_Task directions_
A single number is required: how many lines in the records below contain "Output".

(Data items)
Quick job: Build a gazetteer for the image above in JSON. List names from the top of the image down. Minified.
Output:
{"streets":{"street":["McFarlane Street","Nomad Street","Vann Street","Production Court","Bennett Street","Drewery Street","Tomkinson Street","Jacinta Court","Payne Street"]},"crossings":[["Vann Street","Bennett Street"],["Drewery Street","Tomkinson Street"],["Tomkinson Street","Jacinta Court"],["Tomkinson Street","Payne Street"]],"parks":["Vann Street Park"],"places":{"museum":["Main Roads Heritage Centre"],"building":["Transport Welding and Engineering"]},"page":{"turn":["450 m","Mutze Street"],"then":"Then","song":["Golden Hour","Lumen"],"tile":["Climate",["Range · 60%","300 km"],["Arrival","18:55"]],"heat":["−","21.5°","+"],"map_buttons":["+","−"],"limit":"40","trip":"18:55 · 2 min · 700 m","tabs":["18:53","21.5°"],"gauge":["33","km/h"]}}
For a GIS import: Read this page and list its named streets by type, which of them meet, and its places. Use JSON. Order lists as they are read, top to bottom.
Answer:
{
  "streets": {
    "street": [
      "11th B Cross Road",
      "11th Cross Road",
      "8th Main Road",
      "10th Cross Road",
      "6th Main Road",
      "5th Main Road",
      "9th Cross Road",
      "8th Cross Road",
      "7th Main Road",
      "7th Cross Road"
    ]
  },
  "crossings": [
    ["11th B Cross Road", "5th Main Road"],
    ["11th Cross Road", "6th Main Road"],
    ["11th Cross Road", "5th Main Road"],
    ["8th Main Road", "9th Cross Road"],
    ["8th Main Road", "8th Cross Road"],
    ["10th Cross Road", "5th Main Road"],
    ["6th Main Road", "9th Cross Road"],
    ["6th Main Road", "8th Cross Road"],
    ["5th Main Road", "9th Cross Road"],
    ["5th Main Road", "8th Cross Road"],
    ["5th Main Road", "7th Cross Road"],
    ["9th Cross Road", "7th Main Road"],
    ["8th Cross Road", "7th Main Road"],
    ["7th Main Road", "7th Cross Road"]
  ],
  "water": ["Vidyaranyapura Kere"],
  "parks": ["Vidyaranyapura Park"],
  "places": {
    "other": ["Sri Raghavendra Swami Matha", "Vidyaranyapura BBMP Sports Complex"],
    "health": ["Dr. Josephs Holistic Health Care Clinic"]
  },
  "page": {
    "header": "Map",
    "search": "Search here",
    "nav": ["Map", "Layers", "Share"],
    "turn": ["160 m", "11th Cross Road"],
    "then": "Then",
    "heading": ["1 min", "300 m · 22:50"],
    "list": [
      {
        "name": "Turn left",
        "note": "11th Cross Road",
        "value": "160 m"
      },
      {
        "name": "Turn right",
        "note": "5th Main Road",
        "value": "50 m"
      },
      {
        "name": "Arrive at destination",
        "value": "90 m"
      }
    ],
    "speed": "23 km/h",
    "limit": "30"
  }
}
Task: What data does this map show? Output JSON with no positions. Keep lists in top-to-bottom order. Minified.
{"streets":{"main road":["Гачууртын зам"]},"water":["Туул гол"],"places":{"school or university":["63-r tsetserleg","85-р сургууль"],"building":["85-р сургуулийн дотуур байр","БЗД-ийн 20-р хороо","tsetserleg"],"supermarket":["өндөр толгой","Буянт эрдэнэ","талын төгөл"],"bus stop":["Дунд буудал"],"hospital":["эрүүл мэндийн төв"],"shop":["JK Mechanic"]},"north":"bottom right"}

_Result of this task_
2